A mis ojos, la caracterización hipertextual de la figura del lector actual permite abarcar varias de las transformaciones que transitan los modos de leer. La lectura, que antes era entendida como una actividad solitaria e individual, muta en una actividad más social. El rol del lector se vuelve más activo; no únicamente como un productor de significados en relación al texto sino, de hecho, como escritor (Kozak, 2001). La experiencia literaria comienza a ser un acto que se prolonga más allá del punto final del libro, que tiene continuidad en un post de Goodreads, en el debate twittero, en una narración oral en TikTok, en la producción literaria propia de una fanfiction: “Leer se cruza con recomendar, escribir, interactuar, editar, publicar, vender. En el paradigma digital estas acciones se mezclan y condensan” (Koziura y Velázquez, 2018, p. 34). El debate literario no queda más a puertas cerradas, no se limita a un círculo. La lectura se establece como un nuevo tipo de confluencia social, ya que está enmarcada en una actualidad que se caracteriza por la conectividad global, simultánea e inmediata.

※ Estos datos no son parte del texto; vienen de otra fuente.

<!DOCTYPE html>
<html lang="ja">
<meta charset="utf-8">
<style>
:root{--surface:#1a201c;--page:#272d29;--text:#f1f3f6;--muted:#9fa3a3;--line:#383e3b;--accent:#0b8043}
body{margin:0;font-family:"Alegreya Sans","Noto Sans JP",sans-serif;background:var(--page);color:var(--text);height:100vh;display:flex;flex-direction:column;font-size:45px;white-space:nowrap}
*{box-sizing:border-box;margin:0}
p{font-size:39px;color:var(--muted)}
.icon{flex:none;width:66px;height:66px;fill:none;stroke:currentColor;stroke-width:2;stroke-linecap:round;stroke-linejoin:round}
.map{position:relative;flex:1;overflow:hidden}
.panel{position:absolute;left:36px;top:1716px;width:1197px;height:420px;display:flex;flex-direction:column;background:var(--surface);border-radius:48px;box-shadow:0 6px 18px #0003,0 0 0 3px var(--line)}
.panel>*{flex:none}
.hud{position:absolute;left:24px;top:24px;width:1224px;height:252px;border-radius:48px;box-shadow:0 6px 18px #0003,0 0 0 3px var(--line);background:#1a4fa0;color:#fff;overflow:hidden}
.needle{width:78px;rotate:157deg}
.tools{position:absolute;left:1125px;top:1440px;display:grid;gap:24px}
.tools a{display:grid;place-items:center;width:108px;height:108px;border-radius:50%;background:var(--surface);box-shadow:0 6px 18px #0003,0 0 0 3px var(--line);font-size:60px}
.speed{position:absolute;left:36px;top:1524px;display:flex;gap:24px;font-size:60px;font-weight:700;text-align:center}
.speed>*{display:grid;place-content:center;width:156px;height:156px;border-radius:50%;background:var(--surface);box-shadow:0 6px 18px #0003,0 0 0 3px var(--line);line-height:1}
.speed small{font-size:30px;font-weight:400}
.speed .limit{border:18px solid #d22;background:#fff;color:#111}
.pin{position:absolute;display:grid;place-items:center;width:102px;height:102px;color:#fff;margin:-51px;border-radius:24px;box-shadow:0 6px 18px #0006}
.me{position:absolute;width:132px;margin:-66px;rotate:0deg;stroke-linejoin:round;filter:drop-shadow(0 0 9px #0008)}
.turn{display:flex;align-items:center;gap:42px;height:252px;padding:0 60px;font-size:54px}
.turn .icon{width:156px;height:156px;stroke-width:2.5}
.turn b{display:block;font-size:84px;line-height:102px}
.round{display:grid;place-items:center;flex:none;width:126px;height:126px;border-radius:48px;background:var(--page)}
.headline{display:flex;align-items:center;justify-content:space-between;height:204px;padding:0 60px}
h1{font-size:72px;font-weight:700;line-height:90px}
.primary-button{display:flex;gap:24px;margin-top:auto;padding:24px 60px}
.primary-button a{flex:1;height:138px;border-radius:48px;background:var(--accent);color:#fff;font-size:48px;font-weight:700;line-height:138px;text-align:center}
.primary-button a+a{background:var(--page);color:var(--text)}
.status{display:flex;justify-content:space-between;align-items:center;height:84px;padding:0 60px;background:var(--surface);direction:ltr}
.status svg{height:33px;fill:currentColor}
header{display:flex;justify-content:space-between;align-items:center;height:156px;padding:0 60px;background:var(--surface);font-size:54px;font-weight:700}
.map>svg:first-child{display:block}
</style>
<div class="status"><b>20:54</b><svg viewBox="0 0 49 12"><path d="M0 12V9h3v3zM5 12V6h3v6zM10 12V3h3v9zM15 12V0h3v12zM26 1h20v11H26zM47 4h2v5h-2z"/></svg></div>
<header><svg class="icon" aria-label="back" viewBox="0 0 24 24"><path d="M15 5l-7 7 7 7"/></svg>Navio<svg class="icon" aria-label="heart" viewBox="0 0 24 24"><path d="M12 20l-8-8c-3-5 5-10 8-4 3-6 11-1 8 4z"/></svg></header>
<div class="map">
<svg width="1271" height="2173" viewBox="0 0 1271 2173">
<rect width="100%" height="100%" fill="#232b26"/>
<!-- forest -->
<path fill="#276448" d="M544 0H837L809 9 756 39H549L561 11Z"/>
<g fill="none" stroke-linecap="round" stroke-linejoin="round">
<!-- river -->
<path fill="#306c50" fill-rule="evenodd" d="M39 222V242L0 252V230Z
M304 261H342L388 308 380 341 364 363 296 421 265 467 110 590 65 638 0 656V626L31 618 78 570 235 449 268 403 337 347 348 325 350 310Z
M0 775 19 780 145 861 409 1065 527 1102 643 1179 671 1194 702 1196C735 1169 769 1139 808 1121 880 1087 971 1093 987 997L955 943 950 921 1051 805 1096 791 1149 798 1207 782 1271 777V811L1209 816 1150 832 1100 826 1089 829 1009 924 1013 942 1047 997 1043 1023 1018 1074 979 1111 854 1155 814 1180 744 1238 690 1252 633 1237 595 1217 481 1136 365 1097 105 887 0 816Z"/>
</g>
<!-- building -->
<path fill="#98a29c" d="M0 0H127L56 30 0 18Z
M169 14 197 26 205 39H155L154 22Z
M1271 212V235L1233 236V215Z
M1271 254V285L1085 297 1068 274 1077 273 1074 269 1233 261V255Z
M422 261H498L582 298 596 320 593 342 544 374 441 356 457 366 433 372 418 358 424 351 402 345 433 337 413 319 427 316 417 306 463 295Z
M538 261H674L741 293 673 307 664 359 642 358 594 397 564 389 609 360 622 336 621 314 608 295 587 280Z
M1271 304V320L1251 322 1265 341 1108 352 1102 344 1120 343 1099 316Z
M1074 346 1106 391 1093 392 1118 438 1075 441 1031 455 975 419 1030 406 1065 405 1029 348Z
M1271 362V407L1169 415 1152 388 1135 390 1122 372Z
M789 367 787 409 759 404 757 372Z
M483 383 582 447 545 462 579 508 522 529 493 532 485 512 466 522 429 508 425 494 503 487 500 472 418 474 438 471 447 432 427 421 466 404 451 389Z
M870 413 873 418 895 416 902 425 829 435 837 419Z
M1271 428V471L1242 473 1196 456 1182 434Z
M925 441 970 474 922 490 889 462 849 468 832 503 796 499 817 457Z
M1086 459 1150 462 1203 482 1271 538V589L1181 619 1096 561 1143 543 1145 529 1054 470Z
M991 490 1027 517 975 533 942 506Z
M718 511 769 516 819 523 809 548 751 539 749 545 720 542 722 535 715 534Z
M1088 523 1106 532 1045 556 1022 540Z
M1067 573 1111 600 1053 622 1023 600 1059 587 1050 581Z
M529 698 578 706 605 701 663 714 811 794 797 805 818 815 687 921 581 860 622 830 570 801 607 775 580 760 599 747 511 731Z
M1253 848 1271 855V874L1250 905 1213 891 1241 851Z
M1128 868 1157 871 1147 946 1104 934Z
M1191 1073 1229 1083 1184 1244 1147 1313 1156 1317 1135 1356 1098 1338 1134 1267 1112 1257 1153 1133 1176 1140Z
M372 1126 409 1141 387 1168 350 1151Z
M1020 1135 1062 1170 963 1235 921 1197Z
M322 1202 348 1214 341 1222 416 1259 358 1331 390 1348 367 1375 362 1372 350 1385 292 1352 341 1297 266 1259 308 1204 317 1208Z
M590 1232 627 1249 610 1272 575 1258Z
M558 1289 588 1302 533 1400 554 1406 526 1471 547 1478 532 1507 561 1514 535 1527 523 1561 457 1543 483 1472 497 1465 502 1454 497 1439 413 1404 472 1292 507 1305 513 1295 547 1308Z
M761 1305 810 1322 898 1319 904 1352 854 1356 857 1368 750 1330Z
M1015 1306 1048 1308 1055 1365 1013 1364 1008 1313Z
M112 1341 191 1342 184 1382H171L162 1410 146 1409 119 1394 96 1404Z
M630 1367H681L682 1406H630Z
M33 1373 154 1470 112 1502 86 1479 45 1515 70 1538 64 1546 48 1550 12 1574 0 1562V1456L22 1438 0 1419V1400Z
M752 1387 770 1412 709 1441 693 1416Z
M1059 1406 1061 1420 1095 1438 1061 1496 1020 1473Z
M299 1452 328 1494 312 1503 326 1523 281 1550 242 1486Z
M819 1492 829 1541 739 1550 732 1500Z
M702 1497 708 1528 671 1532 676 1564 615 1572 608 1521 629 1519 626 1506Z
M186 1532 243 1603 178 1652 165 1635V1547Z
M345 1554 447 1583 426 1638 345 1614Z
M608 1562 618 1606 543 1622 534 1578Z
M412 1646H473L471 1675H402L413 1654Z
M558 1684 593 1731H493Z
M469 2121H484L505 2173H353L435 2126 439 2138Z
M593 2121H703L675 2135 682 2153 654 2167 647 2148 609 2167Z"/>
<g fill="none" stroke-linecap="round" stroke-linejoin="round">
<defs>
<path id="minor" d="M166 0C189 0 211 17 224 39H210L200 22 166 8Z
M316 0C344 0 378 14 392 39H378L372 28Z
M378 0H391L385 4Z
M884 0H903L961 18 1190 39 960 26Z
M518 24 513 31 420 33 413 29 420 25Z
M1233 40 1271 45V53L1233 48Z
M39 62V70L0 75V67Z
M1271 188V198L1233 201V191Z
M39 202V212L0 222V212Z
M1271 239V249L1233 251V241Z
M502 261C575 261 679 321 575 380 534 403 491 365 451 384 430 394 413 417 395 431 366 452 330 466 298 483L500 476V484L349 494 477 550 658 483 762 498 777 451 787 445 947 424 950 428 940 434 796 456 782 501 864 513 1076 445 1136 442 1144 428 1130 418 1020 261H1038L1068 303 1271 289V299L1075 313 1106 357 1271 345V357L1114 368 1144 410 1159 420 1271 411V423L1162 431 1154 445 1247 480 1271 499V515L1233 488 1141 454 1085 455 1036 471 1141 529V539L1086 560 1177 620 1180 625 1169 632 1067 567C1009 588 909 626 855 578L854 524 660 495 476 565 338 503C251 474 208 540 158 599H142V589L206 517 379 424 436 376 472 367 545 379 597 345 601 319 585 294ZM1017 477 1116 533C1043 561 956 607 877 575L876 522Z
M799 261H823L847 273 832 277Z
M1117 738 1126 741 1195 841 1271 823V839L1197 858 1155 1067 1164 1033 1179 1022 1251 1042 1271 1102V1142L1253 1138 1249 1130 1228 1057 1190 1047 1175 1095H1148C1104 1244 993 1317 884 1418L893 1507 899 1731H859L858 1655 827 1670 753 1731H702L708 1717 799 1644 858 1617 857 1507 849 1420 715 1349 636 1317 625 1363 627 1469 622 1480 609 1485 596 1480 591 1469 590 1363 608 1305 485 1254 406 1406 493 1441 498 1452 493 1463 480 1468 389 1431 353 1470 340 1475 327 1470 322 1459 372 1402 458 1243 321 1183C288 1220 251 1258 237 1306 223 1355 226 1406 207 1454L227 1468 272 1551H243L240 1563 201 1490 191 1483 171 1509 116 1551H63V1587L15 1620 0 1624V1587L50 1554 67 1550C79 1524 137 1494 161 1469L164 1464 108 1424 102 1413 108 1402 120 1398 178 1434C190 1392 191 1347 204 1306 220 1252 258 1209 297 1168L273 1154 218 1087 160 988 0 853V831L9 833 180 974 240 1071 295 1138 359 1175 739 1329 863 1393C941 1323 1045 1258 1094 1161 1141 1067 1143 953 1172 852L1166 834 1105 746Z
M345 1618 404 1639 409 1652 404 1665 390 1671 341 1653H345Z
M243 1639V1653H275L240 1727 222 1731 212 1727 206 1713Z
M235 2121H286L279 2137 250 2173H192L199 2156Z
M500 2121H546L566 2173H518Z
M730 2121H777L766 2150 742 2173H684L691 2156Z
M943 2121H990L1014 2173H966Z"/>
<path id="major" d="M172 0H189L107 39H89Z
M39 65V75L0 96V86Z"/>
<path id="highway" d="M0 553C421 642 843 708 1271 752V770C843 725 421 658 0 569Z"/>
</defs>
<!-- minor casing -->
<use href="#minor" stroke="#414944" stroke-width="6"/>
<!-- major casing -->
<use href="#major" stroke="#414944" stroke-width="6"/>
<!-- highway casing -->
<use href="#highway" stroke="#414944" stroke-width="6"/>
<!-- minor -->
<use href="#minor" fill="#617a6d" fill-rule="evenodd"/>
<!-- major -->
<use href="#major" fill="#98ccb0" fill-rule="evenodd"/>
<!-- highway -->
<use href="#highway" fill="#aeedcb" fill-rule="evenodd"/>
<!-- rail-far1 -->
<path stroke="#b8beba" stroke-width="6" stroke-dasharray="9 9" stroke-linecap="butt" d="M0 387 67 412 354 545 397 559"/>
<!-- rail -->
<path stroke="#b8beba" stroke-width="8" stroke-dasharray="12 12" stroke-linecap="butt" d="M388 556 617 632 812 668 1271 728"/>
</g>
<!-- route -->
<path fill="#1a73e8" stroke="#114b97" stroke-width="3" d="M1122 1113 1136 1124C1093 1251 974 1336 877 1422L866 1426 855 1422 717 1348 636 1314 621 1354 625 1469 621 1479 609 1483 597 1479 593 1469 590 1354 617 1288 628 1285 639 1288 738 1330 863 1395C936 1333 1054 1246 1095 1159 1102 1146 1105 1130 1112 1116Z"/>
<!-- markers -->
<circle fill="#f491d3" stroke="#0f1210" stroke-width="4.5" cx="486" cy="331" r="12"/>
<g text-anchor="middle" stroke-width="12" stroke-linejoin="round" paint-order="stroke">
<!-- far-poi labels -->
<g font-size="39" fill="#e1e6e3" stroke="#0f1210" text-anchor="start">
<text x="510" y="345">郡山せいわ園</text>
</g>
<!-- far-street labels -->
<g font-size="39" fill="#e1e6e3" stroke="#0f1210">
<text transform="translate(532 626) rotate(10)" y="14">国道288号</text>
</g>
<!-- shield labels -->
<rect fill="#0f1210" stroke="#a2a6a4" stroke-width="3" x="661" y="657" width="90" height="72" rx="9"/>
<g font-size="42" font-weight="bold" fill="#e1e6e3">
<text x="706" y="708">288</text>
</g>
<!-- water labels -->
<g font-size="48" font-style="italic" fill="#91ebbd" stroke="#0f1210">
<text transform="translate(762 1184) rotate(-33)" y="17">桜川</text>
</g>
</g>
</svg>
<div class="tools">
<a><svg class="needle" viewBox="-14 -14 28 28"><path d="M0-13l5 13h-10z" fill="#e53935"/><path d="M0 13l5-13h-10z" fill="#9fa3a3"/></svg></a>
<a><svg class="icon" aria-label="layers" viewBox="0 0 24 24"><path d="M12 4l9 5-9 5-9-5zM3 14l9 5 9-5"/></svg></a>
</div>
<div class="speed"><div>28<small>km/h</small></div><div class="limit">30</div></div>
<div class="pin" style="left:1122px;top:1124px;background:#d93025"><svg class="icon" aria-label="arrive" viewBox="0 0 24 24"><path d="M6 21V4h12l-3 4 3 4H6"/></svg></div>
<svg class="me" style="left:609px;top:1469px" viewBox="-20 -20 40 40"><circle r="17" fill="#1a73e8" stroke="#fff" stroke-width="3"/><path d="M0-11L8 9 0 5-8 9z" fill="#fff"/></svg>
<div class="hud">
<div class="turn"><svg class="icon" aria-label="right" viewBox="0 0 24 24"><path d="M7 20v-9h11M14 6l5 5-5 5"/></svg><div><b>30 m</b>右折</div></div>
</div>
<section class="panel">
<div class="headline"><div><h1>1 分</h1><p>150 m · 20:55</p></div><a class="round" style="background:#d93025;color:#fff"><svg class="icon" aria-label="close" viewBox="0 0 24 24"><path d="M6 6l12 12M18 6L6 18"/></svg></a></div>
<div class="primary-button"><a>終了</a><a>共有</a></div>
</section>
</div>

Sin embargo, es fundamental tener en cuenta que la accesibilidad extendida no garantiza un consumo masivo, sino más bien una democratización de los textos literarios. Si bien, como mencioné anteriormente, el lector ya no necesita contar con demasiados recursos para acceder a los textos (en algunos casos, solo precisa un celular y acceso a Wi-Fi), sí necesita de ciertas habilidades para navegar el mundo digital. En palabras de Kovak (2001):

La libertad extrema del navegante en Internet, que es vista como la necesaria dinamita que hará saltar todas las consideraciones actuales sobre la enseñanza, el aprendizaje, el manejo de la información y la autoría, tiene un inconveniente práctico: el que no sepa por qué navega, hacia dónde y qué quiere buscar, perderá el tiempo o usará Internet para pasar el rato o para aburrirse. (p. 705).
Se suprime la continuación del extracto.